Collected data:
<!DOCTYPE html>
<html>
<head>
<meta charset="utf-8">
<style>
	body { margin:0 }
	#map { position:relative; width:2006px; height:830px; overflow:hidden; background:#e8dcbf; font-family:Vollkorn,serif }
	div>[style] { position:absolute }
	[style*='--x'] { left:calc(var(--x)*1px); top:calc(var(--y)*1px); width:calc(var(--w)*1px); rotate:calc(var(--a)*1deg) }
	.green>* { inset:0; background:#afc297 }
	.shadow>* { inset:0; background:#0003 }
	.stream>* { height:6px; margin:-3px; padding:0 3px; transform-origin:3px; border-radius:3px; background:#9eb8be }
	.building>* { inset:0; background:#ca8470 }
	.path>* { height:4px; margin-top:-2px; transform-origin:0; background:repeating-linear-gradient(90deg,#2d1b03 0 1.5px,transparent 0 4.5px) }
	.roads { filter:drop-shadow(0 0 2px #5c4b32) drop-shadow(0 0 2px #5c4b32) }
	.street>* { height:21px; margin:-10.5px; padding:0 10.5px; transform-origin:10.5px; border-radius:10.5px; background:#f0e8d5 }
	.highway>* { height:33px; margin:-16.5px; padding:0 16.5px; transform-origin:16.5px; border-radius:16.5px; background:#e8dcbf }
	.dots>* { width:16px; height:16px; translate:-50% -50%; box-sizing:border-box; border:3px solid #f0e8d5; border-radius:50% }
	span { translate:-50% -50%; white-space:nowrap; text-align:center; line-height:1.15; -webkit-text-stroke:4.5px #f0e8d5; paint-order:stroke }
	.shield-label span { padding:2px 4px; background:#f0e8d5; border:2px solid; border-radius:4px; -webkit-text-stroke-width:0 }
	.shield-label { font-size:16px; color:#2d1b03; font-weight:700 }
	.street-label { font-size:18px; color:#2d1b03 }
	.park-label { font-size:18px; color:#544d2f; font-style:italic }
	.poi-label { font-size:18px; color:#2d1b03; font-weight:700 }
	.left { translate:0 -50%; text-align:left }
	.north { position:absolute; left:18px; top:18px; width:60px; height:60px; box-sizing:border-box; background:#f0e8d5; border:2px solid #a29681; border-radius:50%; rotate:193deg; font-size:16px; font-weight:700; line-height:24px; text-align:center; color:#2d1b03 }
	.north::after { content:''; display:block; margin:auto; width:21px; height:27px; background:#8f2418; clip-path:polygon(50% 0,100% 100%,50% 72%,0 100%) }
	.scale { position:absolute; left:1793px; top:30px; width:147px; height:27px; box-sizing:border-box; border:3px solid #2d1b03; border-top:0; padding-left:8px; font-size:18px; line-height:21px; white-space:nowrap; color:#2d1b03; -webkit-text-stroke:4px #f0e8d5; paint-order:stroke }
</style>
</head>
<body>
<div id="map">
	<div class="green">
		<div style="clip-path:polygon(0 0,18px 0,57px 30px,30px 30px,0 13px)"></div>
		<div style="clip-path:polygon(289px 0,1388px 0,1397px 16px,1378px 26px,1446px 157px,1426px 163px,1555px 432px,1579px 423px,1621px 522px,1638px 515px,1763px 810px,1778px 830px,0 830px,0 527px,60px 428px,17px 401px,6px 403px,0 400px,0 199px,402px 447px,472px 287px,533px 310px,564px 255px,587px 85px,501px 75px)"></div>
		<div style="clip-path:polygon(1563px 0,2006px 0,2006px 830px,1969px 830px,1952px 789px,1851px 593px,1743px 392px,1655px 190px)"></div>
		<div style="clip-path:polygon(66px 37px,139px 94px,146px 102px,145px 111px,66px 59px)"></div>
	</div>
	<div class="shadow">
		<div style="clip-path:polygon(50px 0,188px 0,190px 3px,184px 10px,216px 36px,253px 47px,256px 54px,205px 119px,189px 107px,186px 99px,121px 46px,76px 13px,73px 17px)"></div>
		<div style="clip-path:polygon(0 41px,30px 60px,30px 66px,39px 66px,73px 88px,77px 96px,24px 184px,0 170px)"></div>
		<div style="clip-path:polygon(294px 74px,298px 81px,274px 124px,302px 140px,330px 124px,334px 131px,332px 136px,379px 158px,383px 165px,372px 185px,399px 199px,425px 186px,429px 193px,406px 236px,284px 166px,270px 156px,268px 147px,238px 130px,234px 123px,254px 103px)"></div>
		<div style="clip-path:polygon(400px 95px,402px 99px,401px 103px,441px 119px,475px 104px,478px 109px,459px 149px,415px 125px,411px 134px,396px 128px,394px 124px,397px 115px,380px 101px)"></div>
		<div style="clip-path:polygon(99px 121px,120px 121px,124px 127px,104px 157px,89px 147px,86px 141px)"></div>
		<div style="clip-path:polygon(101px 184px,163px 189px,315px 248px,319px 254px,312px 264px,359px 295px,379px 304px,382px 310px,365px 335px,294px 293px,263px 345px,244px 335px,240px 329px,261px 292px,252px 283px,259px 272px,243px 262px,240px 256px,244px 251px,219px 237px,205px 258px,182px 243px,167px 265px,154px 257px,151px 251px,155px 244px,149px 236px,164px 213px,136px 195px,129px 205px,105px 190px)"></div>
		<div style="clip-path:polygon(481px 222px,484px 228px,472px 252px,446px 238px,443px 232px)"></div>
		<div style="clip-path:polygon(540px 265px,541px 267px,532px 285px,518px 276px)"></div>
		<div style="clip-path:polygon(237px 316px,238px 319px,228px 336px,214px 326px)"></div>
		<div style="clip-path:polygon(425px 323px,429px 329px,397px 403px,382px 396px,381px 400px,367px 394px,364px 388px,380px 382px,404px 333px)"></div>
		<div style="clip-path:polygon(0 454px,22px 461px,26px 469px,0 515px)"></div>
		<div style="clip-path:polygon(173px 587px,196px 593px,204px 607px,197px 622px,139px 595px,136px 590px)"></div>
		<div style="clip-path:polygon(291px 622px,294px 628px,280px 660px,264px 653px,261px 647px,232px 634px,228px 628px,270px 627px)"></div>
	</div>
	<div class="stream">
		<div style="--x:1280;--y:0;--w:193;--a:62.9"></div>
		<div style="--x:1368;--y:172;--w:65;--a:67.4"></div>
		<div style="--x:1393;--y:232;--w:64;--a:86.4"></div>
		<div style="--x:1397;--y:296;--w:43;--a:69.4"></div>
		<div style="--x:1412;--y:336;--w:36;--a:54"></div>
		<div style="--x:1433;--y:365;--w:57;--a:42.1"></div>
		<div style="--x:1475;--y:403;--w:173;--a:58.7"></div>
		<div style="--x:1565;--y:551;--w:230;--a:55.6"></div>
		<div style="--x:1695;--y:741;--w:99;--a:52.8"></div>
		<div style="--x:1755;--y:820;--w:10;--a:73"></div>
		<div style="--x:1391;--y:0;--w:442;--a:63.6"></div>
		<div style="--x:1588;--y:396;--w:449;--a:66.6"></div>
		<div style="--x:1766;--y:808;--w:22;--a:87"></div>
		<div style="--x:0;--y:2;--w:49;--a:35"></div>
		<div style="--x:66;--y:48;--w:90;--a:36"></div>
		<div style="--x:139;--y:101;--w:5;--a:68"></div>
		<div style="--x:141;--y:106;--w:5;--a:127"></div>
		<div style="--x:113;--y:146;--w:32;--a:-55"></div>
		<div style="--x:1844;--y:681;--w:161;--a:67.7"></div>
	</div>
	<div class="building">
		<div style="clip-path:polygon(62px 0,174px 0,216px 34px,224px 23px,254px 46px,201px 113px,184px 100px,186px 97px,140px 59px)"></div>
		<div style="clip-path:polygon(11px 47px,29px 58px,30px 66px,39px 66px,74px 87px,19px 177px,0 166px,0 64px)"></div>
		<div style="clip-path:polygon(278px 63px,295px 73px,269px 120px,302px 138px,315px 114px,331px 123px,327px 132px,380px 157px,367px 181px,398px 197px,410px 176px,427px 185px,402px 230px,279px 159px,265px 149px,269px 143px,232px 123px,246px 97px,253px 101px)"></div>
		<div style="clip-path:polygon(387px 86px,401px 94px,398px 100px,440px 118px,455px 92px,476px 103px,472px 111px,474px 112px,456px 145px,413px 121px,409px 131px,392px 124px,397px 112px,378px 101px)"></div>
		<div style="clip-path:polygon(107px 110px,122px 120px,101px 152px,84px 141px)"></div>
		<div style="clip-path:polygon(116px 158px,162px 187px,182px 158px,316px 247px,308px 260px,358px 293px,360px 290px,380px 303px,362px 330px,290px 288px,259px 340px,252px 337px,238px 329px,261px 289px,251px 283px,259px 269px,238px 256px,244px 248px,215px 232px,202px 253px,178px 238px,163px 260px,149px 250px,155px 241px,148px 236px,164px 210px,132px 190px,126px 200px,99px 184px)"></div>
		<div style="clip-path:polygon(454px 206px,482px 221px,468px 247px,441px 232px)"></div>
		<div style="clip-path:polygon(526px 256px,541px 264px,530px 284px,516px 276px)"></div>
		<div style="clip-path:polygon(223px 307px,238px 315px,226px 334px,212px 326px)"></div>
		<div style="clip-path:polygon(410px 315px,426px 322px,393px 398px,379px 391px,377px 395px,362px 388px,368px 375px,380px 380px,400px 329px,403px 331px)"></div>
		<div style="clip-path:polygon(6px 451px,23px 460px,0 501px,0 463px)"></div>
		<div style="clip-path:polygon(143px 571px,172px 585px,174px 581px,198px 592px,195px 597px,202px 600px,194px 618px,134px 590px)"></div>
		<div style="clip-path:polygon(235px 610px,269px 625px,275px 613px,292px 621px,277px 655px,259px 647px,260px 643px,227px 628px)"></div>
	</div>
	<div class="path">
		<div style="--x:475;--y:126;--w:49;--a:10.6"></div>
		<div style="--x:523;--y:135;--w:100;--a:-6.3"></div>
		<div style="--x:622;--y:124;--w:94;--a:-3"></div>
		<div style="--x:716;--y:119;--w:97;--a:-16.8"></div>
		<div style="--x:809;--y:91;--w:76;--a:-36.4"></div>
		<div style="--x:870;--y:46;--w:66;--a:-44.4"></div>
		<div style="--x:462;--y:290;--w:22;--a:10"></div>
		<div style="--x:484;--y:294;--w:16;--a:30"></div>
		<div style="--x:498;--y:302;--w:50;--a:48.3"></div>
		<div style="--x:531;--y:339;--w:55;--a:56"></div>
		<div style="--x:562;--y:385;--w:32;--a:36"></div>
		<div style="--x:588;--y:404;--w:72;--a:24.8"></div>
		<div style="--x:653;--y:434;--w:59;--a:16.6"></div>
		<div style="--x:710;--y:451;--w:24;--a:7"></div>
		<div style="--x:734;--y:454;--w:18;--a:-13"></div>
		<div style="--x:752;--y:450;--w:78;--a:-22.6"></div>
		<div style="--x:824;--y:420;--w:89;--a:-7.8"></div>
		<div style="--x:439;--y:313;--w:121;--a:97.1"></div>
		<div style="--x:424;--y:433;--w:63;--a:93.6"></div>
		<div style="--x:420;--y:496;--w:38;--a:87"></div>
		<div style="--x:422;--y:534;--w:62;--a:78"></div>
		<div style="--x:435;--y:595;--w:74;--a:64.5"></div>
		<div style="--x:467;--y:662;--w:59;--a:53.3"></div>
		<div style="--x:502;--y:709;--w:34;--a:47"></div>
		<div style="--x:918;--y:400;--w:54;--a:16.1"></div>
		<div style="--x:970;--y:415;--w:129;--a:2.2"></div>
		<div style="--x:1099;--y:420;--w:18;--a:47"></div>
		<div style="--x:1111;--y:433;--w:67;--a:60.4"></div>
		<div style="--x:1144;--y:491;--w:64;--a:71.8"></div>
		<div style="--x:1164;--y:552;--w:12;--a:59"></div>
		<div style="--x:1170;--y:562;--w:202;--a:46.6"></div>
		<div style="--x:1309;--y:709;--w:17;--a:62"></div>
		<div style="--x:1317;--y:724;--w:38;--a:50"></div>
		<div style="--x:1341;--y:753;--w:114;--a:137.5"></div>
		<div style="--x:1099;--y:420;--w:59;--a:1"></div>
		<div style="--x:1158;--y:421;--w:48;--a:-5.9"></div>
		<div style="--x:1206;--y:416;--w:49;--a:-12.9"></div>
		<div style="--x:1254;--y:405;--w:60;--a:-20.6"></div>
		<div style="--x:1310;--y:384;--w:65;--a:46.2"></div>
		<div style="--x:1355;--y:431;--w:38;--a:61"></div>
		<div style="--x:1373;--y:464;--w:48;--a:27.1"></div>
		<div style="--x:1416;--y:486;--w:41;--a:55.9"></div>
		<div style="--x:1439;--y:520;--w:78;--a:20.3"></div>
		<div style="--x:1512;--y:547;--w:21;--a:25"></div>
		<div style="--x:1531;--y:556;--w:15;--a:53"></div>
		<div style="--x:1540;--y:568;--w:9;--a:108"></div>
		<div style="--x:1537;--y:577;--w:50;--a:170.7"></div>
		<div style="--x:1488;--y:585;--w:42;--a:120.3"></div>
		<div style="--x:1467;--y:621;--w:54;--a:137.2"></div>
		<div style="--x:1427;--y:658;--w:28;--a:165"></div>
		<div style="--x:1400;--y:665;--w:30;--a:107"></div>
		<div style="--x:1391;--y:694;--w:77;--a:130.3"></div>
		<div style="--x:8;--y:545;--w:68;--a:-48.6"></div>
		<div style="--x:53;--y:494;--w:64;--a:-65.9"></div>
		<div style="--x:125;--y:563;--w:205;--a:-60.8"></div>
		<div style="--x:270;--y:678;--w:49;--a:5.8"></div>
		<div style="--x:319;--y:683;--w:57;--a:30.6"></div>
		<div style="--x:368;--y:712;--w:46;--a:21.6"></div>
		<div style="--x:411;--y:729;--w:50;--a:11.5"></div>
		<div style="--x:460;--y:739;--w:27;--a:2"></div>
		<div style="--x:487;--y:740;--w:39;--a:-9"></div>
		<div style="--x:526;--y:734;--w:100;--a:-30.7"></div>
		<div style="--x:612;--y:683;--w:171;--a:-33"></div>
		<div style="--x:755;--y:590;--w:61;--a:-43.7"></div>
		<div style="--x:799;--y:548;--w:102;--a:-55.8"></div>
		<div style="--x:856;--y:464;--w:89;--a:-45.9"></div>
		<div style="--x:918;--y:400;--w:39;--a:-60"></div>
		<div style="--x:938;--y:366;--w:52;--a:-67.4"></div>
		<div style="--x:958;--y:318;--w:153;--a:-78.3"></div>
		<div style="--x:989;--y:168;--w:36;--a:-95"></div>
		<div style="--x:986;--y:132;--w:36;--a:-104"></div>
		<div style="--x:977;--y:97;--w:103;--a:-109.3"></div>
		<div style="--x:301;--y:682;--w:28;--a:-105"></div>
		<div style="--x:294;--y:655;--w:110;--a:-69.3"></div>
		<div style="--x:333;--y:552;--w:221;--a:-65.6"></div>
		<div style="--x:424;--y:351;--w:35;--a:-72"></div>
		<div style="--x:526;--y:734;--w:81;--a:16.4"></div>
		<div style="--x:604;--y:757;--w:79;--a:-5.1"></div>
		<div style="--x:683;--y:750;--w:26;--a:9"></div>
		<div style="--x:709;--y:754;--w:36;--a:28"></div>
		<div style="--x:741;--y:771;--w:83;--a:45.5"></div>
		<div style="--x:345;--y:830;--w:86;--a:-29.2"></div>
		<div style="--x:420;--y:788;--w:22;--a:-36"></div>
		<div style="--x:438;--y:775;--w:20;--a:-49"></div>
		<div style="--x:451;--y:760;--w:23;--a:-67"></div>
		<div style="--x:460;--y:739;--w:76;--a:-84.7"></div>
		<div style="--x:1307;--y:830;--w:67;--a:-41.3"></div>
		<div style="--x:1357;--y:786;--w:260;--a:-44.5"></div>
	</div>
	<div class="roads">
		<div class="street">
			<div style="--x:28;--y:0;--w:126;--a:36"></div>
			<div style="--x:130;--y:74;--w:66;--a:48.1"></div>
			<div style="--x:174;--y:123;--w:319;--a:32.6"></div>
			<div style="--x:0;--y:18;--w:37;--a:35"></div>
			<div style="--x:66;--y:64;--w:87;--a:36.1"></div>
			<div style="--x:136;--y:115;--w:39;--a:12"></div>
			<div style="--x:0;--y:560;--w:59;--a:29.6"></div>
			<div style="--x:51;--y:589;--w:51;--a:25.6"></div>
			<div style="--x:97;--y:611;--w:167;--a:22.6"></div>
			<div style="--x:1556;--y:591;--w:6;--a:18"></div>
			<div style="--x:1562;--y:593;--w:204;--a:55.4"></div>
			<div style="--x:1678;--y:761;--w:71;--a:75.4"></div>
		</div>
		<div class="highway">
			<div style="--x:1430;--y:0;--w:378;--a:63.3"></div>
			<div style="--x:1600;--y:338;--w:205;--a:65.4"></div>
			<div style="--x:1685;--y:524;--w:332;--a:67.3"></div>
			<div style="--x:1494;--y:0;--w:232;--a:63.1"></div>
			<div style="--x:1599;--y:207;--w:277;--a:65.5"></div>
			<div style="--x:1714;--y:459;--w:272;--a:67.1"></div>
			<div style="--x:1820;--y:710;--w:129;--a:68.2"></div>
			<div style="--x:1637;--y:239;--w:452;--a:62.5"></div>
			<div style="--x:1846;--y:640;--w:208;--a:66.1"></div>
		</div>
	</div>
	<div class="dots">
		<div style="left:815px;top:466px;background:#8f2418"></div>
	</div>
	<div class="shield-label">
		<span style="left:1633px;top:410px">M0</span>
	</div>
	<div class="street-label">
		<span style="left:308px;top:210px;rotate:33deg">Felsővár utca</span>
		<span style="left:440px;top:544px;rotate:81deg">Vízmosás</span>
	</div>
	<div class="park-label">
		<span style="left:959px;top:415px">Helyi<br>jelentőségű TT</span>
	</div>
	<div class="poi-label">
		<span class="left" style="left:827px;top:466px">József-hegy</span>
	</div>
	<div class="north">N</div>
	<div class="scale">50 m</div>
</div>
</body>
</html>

## EXERCISE BRIEF
Your task is to list each line of the records with the word "stream".

## RESPONSE FOR THIS EXERCISE
	.stream>* { height:6px; margin:-3px; padding:0 3px; transform-origin:3px; border-radius:3px; background:#9eb8be }
	<div class="stream">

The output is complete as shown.